• Facing the mafia at the Cambodian border of Poi Pet

    After so many days enjoying the comodities of Bangkok’s tourist area, Kao San Road, we were decided to get back in the trail and move to a new country, a new language and a new culture. Our first contact with all these things, right in the gate to Cambodia was pretty awful. After having spent around 6 hours sitting in a 3rd class train and having had to hitch hike from the railway station to the border due to the abussive price of taxis and tuk-tuks, we were not expecting to be forced to face such a bad welcome from the Cambodian border authorities. Many travellers talk about it, but one never thinks it is going to be that way.

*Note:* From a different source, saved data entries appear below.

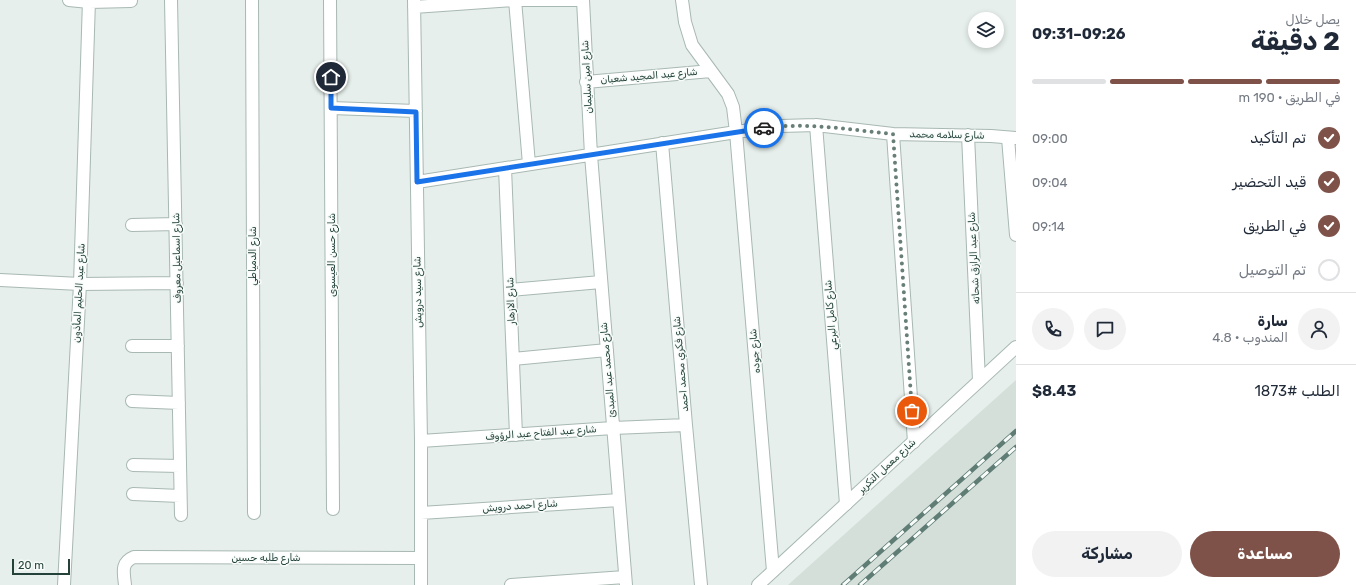 <!DOCTYPE html>
<html lang="ar">
<head>
<meta charset="utf-8">
<style>
  body { margin:0; font-family:Rubik,"Noto Naskh Arabic",sans-serif; background:#f2f2f3; color:#1f2937; direction:rtl; height:100vh; display:flex; flex-direction:column; font-size:15px; white-space:nowrap }
  * { box-sizing:border-box; margin:0 }
  p { font-size:13px; color:#747a83 }
  .icon { flex:none; width:22px; height:22px; fill:none; stroke:currentColor; stroke-width:2; stroke-linecap:round; stroke-linejoin:round }
  .map { position:relative; flex:1; overflow:hidden; direction:ltr }
  .panel { display:flex; flex-direction:column; background:#fff; width:340px }
  .panel>* { flex:none }
  .buttons { position:absolute; left:968px; top:12px; display:grid; gap:8px }
  .buttons a { display:grid; place-items:center; width:36px; height:36px; border-radius:50%; background:#fff; box-shadow:0 2px 6px #0003; font-size:20px }
  .scale { position:absolute; left:12px; bottom:10px; width:58px; box-sizing:border-box; padding-left:4px; border:2px solid #24423a; border-top:0; font-size:11px; line-height:14px; white-space:nowrap; color:#24423a; -webkit-text-stroke:3px #f7fbf9; paint-order:stroke }
  .pin { position:absolute; display:grid; place-items:center; width:34px; height:34px; color:#fff; margin:-17px; border:2px solid #fff; border-radius:50%; box-shadow:0 1px 4px #0007 }
  .courier { position:absolute; display:grid; place-items:center; width:40px; height:40px; margin:-20px; border:3px solid #1a73e8; border-radius:50%; background:#fff; color:#222; box-shadow:0 1px 5px #0007 }
  .headline em { font-style:normal; font-weight:700 }
  .headline div { display:flex; flex-direction:column-reverse }
  .headline { display:flex; align-items:center; justify-content:space-between; height:68px; padding:0 16px }
  h1 { font-size:26px; font-weight:700; line-height:30px }
  .bar { display:grid; grid-template-columns:repeat(4,1fr); gap:6px 4px; align-content:center; height:48px; padding:0 16px }
  .bar i { height:5px; border-radius:3px; background:#e0e1e3 }
  .bar .selected { background:#7f5249 }
  .bar p { grid-column:span 4 }
  .line { display:flex; align-items:center; gap:10px; padding:0 16px; border-top:1px solid #e0e1e3 }
  .line div { flex:1 }
  .round { display:grid; place-items:center; flex:none; width:42px; height:42px; border-radius:21px; background:#f2f2f3 }
  ol { padding:0 16px; list-style:none }
  li { display:flex; align-items:center; gap:12px; height:44px }
  li p { margin-inline-start:auto }
  li .icon { padding:4px; border-radius:50%; background:#7f5249; color:#fff; stroke-width:4 }
  li:last-child { color:#747a83 }
  li i { width:22px; height:22px; border:2px solid #e0e1e3; border-radius:50% }
  .cta { display:flex; gap:8px; margin-top:auto; padding:8px 16px }
  .cta a { flex:1; height:46px; border-radius:24px; background:#7f5249; color:#fff; font-size:16px; font-weight:700; line-height:46px; text-align:center }
  .cta a+a { background:#f2f2f3; color:#1f2937 }
  main { display:flex; flex:1; min-height:0 }
  .map>svg:first-child { display:block }
  .built { fill:#d4dfda }
  .lines { fill:none; stroke-linecap:round; stroke-linejoin:round }
  .minor-casing { stroke:#a8b8b2; stroke-width:14 }
  .tertiary-casing { stroke:#a8b8b2; stroke-width:14 }
  .minor { stroke:#fff; stroke-width:12 }
  .tertiary { stroke:#fff; stroke-width:12 }
  .rail-casing { stroke:#5f7d75; stroke-width:4.5 }
  .rail { stroke:#f7fbf9; stroke-width:3; stroke-dasharray:9; stroke-linecap:butt }
  .done { stroke:#687f78; stroke-width:4; stroke-dasharray:0 7.2 }
  .route { stroke:#1a73e8; stroke-width:5 }
  .labels { text-anchor:middle; dominant-baseline:central; stroke-width:3; stroke-linejoin:round; paint-order:stroke }
  .street-label { font-size:10px; fill:#24423a; stroke:#f7fbf9 }
</style>
</head>
<body>
<main>
<section class="panel">
<div class="headline"><div><h1>2 دقيقة</h1><p>يصل خلال</p></div><em>09:26–09:31</em></div>
<div class="bar"><i class="selected"></i><i class="selected"></i><i class="selected"></i><i></i><p>في الطريق · 190 m</p></div>
<ol>
<li><svg class="icon" aria-label="check" viewBox="0 0 24 24"><path d="M5 12l5 5 9-10"/></svg>تم التأكيد<p>09:00</p></li>
<li><svg class="icon" aria-label="check" viewBox="0 0 24 24"><path d="M5 12l5 5 9-10"/></svg>قيد التحضير<p>09:04</p></li>
<li><svg class="icon" aria-label="check" viewBox="0 0 24 24"><path d="M5 12l5 5 9-10"/></svg>في الطريق<p>09:14</p></li>
<li><i></i>تم التوصيل</li>
</ol>
<div class="line" style="height:72px"><a class="round"><svg class="icon" aria-label="person" viewBox="0 0 24 24"><circle cx="12" cy="8" r="4"/><path d="M4 21q1-7 8-7t8 7"/></svg></a><div><b>سارة</b><p>المندوب · 4.8</p></div><a class="round"><svg class="icon" aria-label="chat" viewBox="0 0 24 24"><path d="M4 5h16v11H9l-5 4z"/></svg></a><a class="round"><svg class="icon" aria-label="phone" viewBox="0 0 24 24"><path d="M5 4h4l2 5-3 2q2 4 5 5l2-3 5 2v4C11 20 4 13 5 4z"/></svg></a></div>
<div class="line" style="height:52px"><div>الطلب #1873</div><b>$8.43</b></div>
<div class="cta"><a>مساعدة</a><a>مشاركة</a></div>
</section>
<div class="map">
<svg width="1016" height="585" viewBox="0 0 1016 585">
  <rect width="100%" height="100%" fill="#e6efeb"/>
  <path class="built" d="M1016,380V585H788Z"/>
  <g class="lines">
    <defs>
      <path id="minor" d="M69,0L89,2L131,1
        M171,0L181,515
        M252,0L254,513
        M330,0L333,509
        M414,0L421,441V585
        M515,0L529,164
        M583,0L591,155L626,585
        M682,0L685,22L692,45L728,94L733,107L736,132L781,126L816,125L893,134L991,136L1016,138
        M414,7L515,0H579
        M586,82L711,71
        M331,108L416,111
        M816,125L846,504
        M893,134L914,442
        M968,135L979,381
        M1008,138L1016,235
        M662,143L686,425L701,585
        M505,168L516,435
        M417,182L736,132L773,571
        M132,225L176,224
        M0,280L80,284L177,283
        M510,290L601,282
        M132,346H178
        M513,359L607,350
        M132,401L179,403
        M421,441L613,428L686,425
        M133,465L180,466
        M133,494L180,496
        M421,513L619,500
        M64,585L80,284L89,0
        M125,585C124,573 120,563 134,557L421,558
        M511,585L625,577"/>
      <path id="tertiary" d="M758,585L1016,347"/>
    </defs>
    <use href="#minor" class="minor-casing"/>
    <use href="#tertiary" class="tertiary-casing"/>
    <use href="#minor" class="minor"/>
    <use href="#tertiary" class="tertiary"/>
    <defs>
      <path id="rail" d="M843,585L1016,431
        M860,585L1016,447"/>
    </defs>
    <use href="#rail" class="rail-casing"/>
    <use href="#rail" class="rail"/>
  </g>
  <g class="lines">
    <path class="done" d="M764,128C808,122 850,130 893,134L912,411"/>
    <path class="route" d="M331,77V108L416,112L417,182L764,128"/>
  </g>
  <g class="labels">
    <g class="street-label">
      <text transform="translate(649 76) rotate(-5)">شارع عبد المجيد شعبان</text>
      <text transform="translate(587 77) rotate(-93)">شارع امين سليمان</text>
      <text transform="translate(947 135) rotate(1)">شارع سلامه محمد</text>
      <text transform="translate(332 255) rotate(-90)">شارع حسن العيسوى</text>
      <text transform="translate(253 256) rotate(-90)">شارع الدمياطي</text>
      <text transform="translate(177 258) rotate(-91)">شارع اسماعيل معروف</text>
      <text transform="translate(974 258) rotate(-93)">شارع عبد الرازق شحاته</text>
      <text transform="translate(418 292) rotate(-91)">شارع سيد درويش</text>
      <text transform="translate(79 293) rotate(-87)">شارع عبد الحليم المأذون</text>
      <text transform="translate(511 301) rotate(-92)">شارع الازهار</text>
      <text transform="translate(831 315) rotate(-95)">شارع كامل البرعي</text>
      <text transform="translate(755 351) rotate(-95)">شارع جوده</text>
      <text transform="translate(681 364) rotate(-95)">شارع فكري محمد احمد</text>
      <text transform="translate(608 370) rotate(-95)">شارع محمد عبد المبدئ</text>
      <text transform="translate(541 433) rotate(-4)">شارع عبد الفتاح عبد الرؤوف</text>
      <text transform="translate(887 466) rotate(-43)">شارع معمل التكرير</text>
      <text transform="translate(520 506) rotate(-4)">شارع احمد درويش</text>
      <text x="266" y="558">شارع طلبه حسين</text>
    </g>
  </g>
</svg>
<div class="buttons">
<a><svg class="icon" aria-label="layers" viewBox="0 0 24 24"><path d="M12 4l9 5-9 5-9-5zM3 14l9 5 9-5"/></svg></a>
</div>
<div class="scale">20 m</div>
<div class="pin" style="left:912px;top:411px;background:#ea580c"><svg class="icon" aria-label="bag" viewBox="0 0 24 24"><path d="M5 8h14l-1 12H6zM9 8a3 3 0 0 1 6 0"/></svg></div>
<div class="pin" style="left:331px;top:77px;background:#1f2937"><svg class="icon" aria-label="home" viewBox="0 0 24 24"><path d="M3 11l9-7 9 7M6 9v11h12V9"/></svg></div>
<div class="courier" style="left:764px;top:128px"><svg class="icon" aria-label="car" viewBox="0 0 24 24"><path d="M5 17H2v-5l4-1 3-4h7l3 4 3 1v5h-3M9 17h6M6 11h13"/><circle cx="7" cy="17" r="2"/><circle cx="17" cy="17" r="2"/></svg></div>
</div>
</main>
</body>
</html>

    Once having left Thailand border and wanting to pass through the Cambodian inmigration bureaucracy as soon as possible as it was getting dark, the officers at the Cambodian border tried to make us pay 1000 Thai Baht each for our one month tourist visa -around 30 US dollars- while we knew the fee is only 20 USD. There was no way to discuss with them about the real price, it was paying in Baht or returning to Thailand. There was even a sign saying “tourist Visa 20 USD” right on the officer’s window!!! The officers started to get nervous as we kept on asking to pay in dollars and they even told us we would not get the Visa otherwise. It was already dark and we feared we would get stucked in the middle of both borders with no Visa. Other tourists were crossing the border at that time, all of them paying without making any question about the Visa price change, so we started to think we should pay the 30 USD -1000 Baht- even though we knew it was a scam. They were the authority there and there was nothing we could do. We exchanged the money in the only office available at the border -the one from the officers, of course, and at very low rate, that was part of the scam-. As we were ready to pay the extra money to get the Visa and finish with all that hassle, one light lit on our heads and we asked the officer for his name and identification number. He couldn’t be more surprised with such request. We told him, we would pay the money only if he would give us his details, so that we could contact the embassy on the next day to report the irregularity. He returned our passports and denied us the Visa. We insisted we need to get that Visa, and that we would pay the amount he was asking for, but we wanted his name. After some more minutes of tension in which the air was too thick to breath properly, he returned us our 2000 Baht and accepted the payment in USD -20 and no one more!- So, we did it and left that place as soon as we could! We were already in Cambodia. The challenge now was to get away of that awful border town, Poi Pet, in which there seemed to be no law, but the one of money.